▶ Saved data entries
>>>

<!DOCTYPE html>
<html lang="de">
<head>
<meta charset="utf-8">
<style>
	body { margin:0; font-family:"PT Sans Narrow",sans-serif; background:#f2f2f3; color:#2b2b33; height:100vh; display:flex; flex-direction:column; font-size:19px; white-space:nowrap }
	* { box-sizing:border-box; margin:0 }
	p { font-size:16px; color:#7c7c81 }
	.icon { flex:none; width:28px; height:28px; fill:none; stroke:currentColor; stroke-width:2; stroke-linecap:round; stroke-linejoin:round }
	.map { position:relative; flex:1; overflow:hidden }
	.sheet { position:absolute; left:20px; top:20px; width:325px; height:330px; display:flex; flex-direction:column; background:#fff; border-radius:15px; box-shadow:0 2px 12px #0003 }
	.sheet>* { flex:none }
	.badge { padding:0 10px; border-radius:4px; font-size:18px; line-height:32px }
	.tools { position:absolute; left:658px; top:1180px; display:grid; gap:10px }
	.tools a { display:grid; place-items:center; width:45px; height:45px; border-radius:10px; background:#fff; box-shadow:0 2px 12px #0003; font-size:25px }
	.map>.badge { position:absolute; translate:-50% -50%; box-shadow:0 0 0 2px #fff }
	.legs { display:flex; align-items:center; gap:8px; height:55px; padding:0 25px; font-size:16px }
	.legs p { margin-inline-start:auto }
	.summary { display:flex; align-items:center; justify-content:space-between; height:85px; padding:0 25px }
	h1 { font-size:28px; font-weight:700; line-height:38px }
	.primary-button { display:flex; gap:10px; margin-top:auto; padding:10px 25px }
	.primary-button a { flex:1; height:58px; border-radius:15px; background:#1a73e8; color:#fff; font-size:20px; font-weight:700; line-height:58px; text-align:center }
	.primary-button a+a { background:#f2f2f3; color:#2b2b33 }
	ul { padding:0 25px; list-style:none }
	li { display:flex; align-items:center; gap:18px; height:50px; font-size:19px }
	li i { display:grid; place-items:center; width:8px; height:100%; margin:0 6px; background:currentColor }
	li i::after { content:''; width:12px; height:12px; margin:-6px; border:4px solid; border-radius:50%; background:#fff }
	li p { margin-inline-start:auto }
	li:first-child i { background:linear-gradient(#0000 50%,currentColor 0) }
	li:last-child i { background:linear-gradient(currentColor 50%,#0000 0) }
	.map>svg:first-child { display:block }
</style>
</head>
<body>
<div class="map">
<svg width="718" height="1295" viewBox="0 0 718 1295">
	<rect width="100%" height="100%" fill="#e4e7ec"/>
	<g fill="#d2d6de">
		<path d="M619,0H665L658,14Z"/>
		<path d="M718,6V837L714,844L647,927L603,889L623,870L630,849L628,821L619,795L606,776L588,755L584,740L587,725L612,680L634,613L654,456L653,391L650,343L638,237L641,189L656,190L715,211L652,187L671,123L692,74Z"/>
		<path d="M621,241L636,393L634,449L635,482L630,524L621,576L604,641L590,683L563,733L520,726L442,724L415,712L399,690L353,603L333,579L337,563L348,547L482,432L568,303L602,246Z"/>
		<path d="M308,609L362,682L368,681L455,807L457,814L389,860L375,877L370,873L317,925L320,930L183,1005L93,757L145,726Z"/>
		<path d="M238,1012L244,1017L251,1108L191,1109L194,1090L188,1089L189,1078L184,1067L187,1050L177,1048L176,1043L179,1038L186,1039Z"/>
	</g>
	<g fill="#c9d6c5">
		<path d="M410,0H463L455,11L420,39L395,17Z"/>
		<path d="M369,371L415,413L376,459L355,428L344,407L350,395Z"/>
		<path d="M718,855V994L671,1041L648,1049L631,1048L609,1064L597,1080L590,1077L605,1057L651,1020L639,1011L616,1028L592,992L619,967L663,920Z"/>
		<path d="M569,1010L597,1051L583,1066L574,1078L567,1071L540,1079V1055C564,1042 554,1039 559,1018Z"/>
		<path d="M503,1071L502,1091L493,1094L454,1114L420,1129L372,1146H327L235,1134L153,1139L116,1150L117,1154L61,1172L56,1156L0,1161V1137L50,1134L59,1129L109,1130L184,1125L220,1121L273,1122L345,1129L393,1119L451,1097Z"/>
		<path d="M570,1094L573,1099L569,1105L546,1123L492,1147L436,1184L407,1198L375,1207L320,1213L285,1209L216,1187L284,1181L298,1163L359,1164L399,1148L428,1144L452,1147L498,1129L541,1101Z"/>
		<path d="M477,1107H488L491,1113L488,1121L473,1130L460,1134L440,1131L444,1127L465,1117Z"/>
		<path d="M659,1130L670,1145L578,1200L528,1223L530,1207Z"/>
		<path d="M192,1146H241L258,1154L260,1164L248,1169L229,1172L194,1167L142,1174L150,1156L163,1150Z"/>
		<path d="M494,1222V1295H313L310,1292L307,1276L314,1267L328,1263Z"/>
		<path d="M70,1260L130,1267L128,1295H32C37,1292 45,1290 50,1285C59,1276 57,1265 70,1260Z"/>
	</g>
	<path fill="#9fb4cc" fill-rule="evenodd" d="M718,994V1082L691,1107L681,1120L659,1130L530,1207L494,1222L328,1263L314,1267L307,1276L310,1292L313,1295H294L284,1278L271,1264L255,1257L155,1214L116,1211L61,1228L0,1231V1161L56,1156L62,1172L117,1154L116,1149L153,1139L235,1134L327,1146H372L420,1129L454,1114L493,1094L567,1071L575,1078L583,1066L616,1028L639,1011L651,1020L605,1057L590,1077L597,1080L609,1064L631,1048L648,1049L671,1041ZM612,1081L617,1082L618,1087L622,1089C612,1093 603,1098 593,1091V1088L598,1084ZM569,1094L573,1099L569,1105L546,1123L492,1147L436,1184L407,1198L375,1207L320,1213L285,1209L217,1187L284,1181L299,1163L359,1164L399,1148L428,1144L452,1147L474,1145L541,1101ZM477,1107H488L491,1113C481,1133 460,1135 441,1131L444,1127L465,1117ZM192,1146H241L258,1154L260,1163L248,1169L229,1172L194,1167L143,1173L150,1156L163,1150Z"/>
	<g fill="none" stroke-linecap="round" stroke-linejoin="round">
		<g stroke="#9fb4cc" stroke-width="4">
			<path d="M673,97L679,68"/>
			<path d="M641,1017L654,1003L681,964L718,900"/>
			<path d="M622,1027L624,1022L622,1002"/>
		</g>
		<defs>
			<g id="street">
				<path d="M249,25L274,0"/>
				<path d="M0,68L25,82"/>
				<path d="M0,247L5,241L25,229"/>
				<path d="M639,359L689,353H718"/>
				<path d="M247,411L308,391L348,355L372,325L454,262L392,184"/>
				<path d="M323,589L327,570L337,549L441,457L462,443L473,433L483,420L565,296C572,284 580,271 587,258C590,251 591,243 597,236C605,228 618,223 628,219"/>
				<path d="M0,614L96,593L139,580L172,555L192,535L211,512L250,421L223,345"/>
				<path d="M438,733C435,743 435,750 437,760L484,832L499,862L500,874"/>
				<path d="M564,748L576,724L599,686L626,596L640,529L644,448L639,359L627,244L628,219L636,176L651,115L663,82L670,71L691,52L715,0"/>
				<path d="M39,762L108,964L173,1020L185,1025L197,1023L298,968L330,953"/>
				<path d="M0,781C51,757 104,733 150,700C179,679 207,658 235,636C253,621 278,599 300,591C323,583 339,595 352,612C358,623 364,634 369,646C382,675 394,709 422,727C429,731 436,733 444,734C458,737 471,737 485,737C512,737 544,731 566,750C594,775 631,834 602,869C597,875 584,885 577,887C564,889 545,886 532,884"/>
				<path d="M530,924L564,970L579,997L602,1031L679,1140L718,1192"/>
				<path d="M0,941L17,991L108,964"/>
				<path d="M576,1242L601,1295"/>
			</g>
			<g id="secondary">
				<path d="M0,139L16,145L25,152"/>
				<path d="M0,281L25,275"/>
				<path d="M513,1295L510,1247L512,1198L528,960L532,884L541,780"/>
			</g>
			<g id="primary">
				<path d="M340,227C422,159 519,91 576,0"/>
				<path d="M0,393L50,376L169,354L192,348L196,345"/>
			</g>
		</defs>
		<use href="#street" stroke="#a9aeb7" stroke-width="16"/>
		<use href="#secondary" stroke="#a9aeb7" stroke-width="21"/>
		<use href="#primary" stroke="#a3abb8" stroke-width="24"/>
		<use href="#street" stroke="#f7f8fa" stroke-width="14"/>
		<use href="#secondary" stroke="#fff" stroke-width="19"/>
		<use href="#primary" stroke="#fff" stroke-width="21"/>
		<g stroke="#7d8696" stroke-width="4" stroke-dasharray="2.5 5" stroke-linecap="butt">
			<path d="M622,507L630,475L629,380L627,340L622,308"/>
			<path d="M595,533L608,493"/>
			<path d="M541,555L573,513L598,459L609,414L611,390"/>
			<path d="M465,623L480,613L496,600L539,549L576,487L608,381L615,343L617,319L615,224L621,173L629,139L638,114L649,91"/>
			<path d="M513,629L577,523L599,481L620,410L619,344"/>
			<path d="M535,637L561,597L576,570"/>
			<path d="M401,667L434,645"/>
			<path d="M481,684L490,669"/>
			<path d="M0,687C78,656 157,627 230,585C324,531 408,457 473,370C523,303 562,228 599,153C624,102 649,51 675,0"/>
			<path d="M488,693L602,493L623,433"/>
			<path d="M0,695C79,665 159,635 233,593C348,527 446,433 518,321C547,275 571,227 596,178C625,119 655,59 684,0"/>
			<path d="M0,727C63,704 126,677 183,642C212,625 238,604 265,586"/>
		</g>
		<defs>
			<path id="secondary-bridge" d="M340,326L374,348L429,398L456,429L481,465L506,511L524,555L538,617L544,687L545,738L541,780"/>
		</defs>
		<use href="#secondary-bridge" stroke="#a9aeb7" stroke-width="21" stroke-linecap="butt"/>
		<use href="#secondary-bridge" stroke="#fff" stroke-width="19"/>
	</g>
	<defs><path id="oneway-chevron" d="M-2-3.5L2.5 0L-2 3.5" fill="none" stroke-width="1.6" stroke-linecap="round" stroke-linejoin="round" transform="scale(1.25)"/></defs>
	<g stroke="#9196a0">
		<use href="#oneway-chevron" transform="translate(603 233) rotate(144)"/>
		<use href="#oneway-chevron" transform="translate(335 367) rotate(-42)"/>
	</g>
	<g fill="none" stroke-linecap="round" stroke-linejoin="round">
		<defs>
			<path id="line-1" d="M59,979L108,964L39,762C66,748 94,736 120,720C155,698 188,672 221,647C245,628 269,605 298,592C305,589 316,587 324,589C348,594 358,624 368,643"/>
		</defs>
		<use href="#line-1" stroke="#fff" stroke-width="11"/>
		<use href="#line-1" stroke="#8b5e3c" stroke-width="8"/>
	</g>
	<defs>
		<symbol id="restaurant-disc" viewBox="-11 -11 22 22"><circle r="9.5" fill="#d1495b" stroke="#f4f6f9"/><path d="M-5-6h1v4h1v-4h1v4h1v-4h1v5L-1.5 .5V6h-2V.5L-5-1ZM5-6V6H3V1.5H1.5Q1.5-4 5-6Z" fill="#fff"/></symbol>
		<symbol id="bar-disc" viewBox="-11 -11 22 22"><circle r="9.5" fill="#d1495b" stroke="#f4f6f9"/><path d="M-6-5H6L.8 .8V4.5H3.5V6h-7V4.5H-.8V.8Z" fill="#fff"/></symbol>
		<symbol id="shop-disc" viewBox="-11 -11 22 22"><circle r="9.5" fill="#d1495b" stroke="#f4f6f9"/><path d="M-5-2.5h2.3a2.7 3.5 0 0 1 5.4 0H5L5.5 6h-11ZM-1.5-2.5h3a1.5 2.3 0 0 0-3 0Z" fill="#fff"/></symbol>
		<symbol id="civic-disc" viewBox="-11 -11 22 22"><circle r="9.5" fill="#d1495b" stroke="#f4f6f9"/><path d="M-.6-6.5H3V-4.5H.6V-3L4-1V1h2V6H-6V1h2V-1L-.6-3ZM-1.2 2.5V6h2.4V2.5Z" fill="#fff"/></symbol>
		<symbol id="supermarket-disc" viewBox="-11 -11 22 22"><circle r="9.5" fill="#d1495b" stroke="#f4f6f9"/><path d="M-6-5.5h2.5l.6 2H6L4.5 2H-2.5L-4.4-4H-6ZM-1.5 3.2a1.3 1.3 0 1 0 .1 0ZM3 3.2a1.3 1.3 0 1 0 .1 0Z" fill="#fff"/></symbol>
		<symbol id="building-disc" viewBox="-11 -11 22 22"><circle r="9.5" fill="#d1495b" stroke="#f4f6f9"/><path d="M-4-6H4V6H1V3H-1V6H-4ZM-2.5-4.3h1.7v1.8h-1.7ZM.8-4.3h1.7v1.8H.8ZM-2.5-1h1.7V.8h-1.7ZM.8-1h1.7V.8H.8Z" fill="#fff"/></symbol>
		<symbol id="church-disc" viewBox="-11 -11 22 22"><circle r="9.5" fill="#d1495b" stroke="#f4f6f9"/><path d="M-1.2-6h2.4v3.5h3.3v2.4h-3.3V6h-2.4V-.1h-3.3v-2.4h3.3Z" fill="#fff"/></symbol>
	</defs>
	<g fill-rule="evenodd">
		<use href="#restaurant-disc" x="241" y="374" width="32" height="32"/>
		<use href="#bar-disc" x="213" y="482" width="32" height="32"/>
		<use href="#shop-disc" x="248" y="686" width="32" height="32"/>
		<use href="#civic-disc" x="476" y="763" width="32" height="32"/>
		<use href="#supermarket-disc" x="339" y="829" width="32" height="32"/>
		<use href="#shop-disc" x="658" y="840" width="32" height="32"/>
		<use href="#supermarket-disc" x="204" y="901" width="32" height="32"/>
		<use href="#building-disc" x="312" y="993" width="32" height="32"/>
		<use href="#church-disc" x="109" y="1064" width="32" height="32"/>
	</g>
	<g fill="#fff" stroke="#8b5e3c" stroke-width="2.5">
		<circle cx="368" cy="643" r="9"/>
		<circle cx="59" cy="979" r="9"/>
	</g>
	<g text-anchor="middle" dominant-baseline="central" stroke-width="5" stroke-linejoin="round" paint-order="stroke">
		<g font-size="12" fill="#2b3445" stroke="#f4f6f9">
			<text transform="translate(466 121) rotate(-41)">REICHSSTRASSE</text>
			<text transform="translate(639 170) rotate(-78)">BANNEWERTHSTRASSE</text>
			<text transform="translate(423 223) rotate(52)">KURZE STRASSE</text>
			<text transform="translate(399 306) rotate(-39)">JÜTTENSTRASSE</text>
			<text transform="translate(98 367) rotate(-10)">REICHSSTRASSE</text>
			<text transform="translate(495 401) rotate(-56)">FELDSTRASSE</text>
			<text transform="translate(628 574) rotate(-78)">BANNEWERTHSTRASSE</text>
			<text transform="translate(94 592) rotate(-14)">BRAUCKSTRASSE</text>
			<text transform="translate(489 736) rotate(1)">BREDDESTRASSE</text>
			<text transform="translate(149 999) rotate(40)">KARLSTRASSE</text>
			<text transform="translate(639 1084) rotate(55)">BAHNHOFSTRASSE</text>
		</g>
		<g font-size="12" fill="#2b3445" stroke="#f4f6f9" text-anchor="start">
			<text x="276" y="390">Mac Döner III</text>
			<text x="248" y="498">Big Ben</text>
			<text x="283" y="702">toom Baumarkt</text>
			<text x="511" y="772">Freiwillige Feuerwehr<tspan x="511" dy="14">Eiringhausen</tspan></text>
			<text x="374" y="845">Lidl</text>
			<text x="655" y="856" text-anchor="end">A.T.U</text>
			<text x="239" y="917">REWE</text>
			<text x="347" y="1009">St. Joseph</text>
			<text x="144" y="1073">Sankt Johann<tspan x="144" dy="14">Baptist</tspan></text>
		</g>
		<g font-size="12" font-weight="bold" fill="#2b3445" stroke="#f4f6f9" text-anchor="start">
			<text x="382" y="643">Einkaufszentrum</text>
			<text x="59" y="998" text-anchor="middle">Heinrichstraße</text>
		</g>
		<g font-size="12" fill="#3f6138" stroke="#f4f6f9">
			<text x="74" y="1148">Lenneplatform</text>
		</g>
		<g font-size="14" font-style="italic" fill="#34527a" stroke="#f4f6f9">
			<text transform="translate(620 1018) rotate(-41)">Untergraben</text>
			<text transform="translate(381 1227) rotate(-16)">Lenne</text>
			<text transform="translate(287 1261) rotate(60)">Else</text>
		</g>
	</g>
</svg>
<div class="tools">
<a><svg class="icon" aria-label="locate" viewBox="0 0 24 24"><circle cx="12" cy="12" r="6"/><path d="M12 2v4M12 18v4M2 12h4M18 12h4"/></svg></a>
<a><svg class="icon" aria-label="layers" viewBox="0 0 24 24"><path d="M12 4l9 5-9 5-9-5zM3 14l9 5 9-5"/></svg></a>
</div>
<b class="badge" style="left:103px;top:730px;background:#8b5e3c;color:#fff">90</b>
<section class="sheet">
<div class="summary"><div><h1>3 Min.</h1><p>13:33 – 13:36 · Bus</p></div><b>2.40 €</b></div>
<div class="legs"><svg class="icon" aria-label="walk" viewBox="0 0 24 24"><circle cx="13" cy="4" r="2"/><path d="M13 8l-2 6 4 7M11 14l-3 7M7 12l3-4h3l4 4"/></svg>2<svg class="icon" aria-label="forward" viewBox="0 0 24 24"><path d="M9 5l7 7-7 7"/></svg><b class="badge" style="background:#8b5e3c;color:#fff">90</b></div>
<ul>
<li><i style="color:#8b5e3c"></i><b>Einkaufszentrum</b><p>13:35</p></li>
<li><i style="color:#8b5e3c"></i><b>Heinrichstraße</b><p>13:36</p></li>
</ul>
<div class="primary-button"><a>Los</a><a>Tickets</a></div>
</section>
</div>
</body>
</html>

<<<

▶ EXERCISE REQUIREMENTS
Some lines in the records may hold "summary"; state how many do, and give no more than that number.

▶ ANSWER TO THIS EXERCISE
2